ElcomSoft Discovers Most of Its Customers Want Stricter Security Policies but Won’t Bother Changing Default Passwords

February 22nd, 2012 by Olga Koksharova
Category: «Did you know that...?», «Elcomsoft News», «General», «Passwords & Human Factor», «Security», «Tips & Tricks»

We runned yet another Password Usage Bahaviour survey on our Web site and gthered statistically significant data, reflected in the following charts. And the main conclusion was that most people working with sensitive information want stricter security policies but rarely bother changing default passwords.

Less than 50% of all respondents come from Computer Law, Educational, Financial, Forensics, Government, Military and Scientific organizations. The larger half of respondents comes from ‘Other’ type of organizations.

Less than 30% of respondents indicated they have never forgotten a password. Most frequently quoted reasons for losing a password to a resource would be infrequent use of a resource (28%), not writing it down (16%), returning from a vacation (13%).

Only about 25% of all respondents indicated they change their passwords regularly. The rest will either change their passwords infrequently (24%), sporadically or almost never.

The quiz revealed a serious issue with how most respondents handle default passwords (passwords that are automatically generated or assigned to their accounts by system administrators). Only 28% of respondents would always change the default password, while more than 50% would usually keep the assigned one. In ElcomSoft’s view, this information should really raise an alert with IT security staff and call for a password security audit. ElcomSoft offers a relevant tool, Proactive Password Auditor, allowing organizations performing an audit of their network account passwords.

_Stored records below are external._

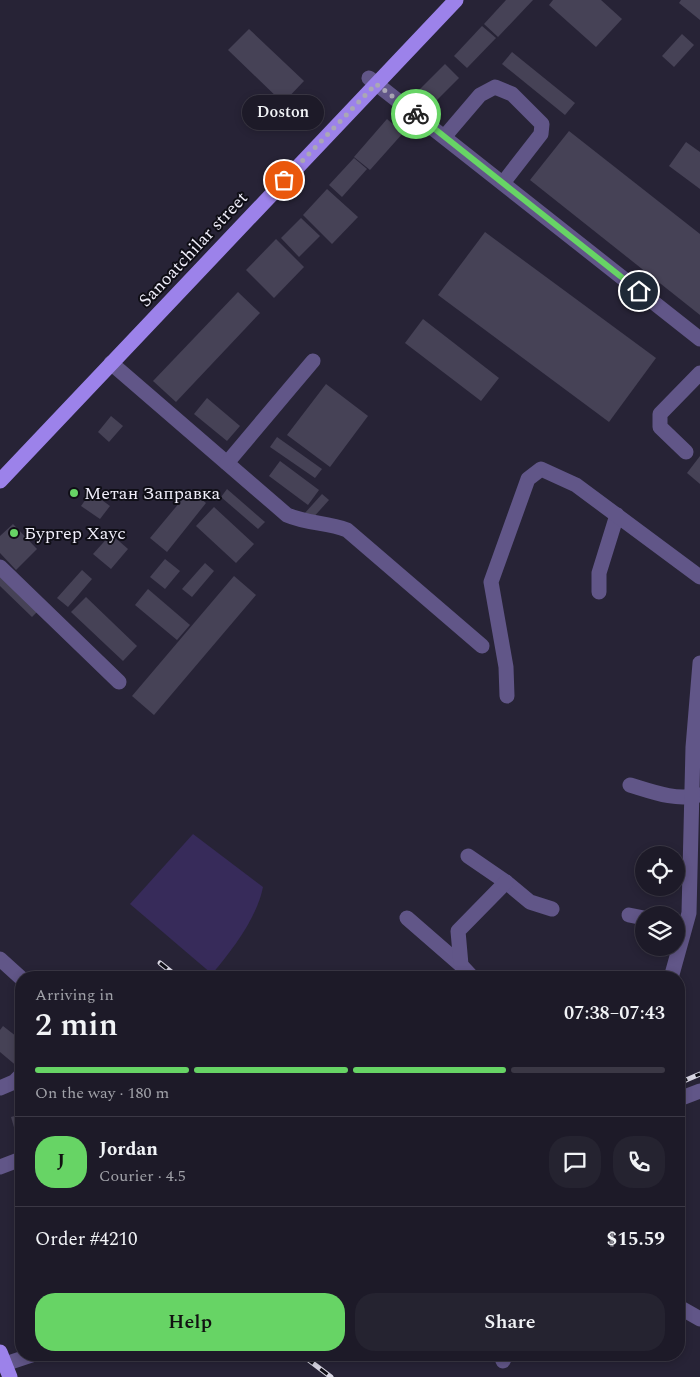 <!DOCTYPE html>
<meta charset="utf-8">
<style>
:root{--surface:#1d1a28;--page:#252330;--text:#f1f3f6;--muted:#a0a1a8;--line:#3b3845;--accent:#67d465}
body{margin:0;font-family:Spectral,serif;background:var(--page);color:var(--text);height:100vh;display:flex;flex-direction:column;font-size:19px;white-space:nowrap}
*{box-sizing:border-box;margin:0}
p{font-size:16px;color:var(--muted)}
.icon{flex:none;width:28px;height:28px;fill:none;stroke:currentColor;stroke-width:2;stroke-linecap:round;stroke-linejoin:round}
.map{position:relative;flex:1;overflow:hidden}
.side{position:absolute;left:15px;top:971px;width:670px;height:390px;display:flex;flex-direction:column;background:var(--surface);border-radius:20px;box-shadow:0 2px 8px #0003,0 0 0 1px var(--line)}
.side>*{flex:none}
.buttons{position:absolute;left:635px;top:846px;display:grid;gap:10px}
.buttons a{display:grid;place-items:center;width:50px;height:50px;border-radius:50%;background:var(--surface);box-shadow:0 2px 8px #0003,0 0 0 1px var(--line);font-size:25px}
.pin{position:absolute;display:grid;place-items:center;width:42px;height:42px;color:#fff;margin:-21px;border:2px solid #fff;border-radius:50%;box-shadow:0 1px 5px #0007}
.courier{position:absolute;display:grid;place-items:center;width:50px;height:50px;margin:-25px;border:4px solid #67d465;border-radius:50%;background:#fff;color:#222;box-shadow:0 1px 6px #0007}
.bubble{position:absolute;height:35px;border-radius:18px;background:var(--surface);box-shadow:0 2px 8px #0003,0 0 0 1px var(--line);font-size:16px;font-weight:600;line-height:35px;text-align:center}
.overview em{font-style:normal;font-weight:600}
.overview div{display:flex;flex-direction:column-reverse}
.overview{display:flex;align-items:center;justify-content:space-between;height:85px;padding:0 20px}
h1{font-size:32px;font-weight:600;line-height:38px}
.bar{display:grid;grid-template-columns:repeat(4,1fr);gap:8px 5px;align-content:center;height:60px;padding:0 20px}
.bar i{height:6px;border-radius:4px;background:var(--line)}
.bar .current{background:var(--accent)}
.bar p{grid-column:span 4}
.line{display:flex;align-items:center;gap:12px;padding:0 20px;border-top:1px solid var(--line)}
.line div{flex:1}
.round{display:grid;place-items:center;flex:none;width:52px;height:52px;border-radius:20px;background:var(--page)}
.cta{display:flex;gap:10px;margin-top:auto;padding:10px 20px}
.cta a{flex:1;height:58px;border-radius:20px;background:var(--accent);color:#111;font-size:20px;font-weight:600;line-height:58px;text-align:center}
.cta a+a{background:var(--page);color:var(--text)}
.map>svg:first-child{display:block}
.green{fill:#372b5a}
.building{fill:#464256}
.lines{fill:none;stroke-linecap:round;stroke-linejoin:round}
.minor{stroke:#615688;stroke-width:15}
.major{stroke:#9c82ea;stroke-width:15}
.rail-casing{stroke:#d7d5e2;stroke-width:5}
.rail{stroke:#0f0e16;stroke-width:3;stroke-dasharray:9;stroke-linecap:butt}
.done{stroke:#aaa7b5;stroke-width:5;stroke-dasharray:0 9}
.route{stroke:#67d465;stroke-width:6}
.poi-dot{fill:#67d465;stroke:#0f0e16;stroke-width:2}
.labels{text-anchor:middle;stroke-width:4;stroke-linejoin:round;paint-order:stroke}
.street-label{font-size:18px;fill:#f0eefa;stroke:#0f0e16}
.poi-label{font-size:18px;fill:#f0eefa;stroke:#0f0e16;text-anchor:start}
</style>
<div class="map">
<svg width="700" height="1377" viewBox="0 0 700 1377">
<rect width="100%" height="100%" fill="#272336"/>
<path class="green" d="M193,834L263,887C257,918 232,950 212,974L130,904Z"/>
<g class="building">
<path d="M506,0H533L498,37L484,24Z"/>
<path d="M553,0H601L622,19L596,47L549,5Z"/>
<path d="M681,0H700V20L679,3Z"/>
<path d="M482,26L496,38L467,68L454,56Z"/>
<path d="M249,29L304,81L283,103L228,50Z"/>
<path d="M682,34L694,45L674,67L662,56Z"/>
<path d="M512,52L575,103L565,115L502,64Z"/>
<path d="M445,64L459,78L428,109L414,95Z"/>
<path d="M387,119L403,133L370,170L354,157Z"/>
<path d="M569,131L700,234V315L530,180Z"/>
<path d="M686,142L700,152V189L669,166Z"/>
<path d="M354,158L367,169L342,197L329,185Z"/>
<path d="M327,189L358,217L332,244L303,215Z"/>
<path d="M301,218L320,236L299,257L281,238Z"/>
<path d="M485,232L656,358L609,422L438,295Z"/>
<path d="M276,239L304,267L274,298L246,270Z"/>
<path d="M238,292L260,313L176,402L153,381Z"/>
<path d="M423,319L499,378L481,401L405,343Z"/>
<path d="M326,384L368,416L330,467L287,435Z"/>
<path d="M207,398L240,426L227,441L194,414Z"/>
<path d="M111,416L123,426L109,442L98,432Z"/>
<path d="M277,437L322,469L315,478L270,447Z"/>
<path d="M700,456V484L687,473Z"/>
<path d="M280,461L319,490L308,505L269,476Z"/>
<path d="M227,489L265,522L258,529L221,497Z"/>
<path d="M190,490L206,503L167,552L150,538Z"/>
<path d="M91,492L110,506L100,519L81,506Z"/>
<path d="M322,494L329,500L311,520L304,514Z"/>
<path d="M214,507L254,544L236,563L196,526Z"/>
<path d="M13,524L37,549L16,570L0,553V536Z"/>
<path d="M111,534L128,549L111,569L93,554Z"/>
<path d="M165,559L180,571L165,589L150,577Z"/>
<path d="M205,563L214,571L192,597L182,589Z"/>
<path d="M82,570L92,579L68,607L57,598Z"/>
<path d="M0,575L38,611L32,617L0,586Z"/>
<path d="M234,576L256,595L154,715L132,696Z"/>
<path d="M148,589L190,625L177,640L135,605Z"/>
<path d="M86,597L137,646L123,661L71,612Z"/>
<path d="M3,1026L21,1040V1065L19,1068L0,1052V1030Z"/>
<path d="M18,1115L21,1126V1147L20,1148L11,1117Z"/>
</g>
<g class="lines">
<g class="minor">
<path d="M369,78L700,339"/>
<path d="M445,136L480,95L495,87L512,94L542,124L541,134L503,183"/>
<path d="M111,363L287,515C308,524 327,522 347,530L482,646"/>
<path d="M686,452L660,427V414L700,373"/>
<path d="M227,463L313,361"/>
<path d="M0,567L119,682"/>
<path d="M599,592V573L617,515"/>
<path d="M507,696L506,667L491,582L528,479L541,469L576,485L700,577"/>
<path d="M630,785C653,792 676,801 699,795"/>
<path d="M468,856L506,882L530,902L552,909"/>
<path d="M629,915L644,918"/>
<path d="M407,918L461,965"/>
<path d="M0,959L21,978"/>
<path d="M473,978L461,965L458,931L506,882"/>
<path d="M671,978L689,913L693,747L700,663"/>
<path d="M0,1088L14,1082L21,1075"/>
<path d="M679,1099L700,1091"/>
<path d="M0,1167L21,1159"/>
<path d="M679,1307L700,1319"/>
<path d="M503,1361L506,1355"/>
<path d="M5,1364L32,1355"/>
</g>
<g class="major">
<path d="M0,481L456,0"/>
<path d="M0,1352L10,1377"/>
</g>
<defs>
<g id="rail">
<path d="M160,963L179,978"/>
<path d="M679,1083L700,1074"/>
<path d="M306,1358L331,1377"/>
</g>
</defs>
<use href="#rail" class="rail-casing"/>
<use href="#rail" class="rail"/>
</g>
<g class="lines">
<path class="done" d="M284,180L376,84L416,114"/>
<path class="route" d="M416,114L639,291"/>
</g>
<g class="poi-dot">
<circle cx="74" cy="493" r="5"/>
<circle cx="14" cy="533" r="5"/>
</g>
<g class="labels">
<g class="street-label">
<text transform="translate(193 249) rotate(-47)" y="6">Sanoatchilar street</text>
</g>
<g class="poi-label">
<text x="84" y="499">Метан Заправка</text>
<text x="24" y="539">Бургер Хаус</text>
</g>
</g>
</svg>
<div class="buttons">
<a><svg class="icon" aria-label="locate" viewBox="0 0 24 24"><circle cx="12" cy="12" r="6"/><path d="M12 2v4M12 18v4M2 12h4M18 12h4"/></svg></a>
<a><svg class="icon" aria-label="layers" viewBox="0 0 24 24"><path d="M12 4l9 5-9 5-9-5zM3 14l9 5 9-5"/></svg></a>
</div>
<div class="pin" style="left:284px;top:180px;background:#ea580c"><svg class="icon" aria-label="bag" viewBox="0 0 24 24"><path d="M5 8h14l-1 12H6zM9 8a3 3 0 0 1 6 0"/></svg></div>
<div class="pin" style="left:639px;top:291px;background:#1f2937"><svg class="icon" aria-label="home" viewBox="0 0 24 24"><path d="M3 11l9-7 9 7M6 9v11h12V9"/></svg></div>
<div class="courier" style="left:416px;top:114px"><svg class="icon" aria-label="bike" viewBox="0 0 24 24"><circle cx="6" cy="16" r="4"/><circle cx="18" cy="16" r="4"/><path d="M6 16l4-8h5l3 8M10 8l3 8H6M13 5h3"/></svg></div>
<div class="bubble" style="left:242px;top:95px;width:82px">Doston</div>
<section class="side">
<div class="overview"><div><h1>2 min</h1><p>Arriving in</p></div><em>07:38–07:43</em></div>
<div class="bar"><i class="current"></i><i class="current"></i><i class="current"></i><i></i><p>On the way · 180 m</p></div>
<div class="line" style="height:90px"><b class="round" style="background:var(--accent);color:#111">J</b><div><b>Jordan</b><p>Courier · 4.5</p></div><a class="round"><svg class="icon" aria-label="chat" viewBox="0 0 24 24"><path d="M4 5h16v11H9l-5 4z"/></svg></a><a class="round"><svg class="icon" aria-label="phone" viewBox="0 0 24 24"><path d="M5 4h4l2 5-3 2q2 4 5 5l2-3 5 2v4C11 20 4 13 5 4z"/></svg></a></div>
<div class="line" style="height:65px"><div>Order #4210</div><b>$15.59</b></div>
<div class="cta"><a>Help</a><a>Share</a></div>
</section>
</div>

Unsurprisingly for a sample with given background, most respondents weren’t happy about their organizations’ security policies, being in either full or partial disagreement with their employer’s current policy (61%). 76% of all respondents indicated they wanted a stricter security policy, while 24% would want a looser one. The surprising part is discovered in the next chart: of those who are fully content with their employers’ security policies, only 11% would leave it as it is, 20% would vote for a looser policy, and 69% would rather have a stricter security policy.